**Data**
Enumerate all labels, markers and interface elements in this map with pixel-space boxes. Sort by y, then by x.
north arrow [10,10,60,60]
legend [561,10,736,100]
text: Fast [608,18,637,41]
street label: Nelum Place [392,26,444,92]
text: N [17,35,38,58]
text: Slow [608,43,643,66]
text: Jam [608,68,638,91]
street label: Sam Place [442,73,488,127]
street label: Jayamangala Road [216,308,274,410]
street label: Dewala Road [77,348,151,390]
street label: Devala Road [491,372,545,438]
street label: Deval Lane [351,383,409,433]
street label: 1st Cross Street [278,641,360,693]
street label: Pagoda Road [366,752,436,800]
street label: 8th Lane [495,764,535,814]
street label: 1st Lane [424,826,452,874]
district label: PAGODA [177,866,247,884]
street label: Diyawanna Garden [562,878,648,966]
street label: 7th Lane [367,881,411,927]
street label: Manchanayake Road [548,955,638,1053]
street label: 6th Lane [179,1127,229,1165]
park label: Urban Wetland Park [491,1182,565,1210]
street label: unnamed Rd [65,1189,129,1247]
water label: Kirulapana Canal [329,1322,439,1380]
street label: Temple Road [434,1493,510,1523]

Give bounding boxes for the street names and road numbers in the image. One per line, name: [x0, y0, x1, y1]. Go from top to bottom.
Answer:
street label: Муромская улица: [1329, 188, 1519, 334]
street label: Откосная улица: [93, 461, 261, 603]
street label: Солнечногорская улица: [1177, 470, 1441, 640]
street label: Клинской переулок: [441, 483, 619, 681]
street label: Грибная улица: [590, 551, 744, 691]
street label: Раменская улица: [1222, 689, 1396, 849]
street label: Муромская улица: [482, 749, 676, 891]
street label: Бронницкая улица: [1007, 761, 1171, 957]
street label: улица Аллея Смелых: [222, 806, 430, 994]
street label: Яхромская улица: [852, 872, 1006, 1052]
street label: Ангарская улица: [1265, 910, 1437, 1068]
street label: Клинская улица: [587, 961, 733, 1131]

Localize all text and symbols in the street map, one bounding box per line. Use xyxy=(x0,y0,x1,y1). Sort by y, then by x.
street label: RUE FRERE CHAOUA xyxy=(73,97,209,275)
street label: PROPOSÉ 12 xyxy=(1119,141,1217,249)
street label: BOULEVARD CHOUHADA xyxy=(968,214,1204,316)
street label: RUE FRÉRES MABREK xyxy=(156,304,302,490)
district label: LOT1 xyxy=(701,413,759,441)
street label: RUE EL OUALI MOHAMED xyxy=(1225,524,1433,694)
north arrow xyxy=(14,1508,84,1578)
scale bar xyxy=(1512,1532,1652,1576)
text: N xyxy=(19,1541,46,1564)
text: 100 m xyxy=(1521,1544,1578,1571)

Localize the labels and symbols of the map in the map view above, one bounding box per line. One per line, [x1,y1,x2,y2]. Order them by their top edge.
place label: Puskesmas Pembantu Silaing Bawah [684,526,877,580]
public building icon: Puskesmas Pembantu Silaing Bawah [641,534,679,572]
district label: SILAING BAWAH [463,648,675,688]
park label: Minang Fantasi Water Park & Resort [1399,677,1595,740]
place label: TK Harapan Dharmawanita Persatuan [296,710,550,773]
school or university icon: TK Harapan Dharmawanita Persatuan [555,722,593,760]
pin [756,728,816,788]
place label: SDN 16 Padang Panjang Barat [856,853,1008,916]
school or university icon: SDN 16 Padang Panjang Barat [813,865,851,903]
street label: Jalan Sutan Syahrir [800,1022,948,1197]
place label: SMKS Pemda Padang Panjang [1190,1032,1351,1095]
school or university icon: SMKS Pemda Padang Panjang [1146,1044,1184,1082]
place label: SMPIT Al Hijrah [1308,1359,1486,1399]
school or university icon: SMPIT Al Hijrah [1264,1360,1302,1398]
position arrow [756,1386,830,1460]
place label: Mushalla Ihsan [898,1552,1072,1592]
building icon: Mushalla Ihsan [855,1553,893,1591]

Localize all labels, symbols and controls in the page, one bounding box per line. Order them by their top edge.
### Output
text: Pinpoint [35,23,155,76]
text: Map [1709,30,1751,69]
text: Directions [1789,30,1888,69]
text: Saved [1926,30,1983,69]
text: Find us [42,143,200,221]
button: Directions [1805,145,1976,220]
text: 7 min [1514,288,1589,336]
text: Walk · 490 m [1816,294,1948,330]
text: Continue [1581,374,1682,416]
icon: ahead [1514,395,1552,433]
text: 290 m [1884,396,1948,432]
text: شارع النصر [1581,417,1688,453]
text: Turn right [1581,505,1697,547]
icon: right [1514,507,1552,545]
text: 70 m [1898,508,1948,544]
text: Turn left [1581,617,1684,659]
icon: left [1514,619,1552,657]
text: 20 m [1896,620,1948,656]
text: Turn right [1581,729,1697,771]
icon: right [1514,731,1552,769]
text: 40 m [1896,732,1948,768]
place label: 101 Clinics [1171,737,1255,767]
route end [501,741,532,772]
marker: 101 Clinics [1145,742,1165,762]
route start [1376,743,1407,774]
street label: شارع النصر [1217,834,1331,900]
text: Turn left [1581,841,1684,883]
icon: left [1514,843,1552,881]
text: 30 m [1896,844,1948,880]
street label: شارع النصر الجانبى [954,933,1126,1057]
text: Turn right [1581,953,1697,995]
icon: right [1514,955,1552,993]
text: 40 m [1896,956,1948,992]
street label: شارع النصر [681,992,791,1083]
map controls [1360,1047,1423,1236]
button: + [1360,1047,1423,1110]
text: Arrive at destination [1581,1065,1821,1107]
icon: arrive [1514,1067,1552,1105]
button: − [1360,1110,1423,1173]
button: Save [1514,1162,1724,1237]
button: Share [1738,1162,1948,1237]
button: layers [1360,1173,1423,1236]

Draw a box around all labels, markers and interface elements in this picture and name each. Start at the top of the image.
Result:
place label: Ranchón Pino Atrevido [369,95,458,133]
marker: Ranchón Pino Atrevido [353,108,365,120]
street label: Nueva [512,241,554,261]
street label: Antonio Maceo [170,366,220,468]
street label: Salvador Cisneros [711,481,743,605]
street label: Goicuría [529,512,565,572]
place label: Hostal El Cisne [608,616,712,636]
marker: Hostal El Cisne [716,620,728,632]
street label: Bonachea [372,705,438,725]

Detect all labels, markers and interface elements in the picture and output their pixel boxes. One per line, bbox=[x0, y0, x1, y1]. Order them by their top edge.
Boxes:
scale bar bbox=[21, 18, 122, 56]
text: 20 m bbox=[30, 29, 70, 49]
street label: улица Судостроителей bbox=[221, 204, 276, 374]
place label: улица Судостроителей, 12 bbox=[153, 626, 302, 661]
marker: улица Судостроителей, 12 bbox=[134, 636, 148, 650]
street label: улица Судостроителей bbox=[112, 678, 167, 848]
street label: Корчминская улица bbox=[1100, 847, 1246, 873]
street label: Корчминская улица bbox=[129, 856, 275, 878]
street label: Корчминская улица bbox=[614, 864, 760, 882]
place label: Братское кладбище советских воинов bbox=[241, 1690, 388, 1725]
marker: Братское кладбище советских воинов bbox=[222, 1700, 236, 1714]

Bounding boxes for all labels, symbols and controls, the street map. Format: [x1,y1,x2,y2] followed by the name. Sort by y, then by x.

**Task directions**
For the records above, state how many lines contain "picture". Add nothing to the number.

**Response to this task**
2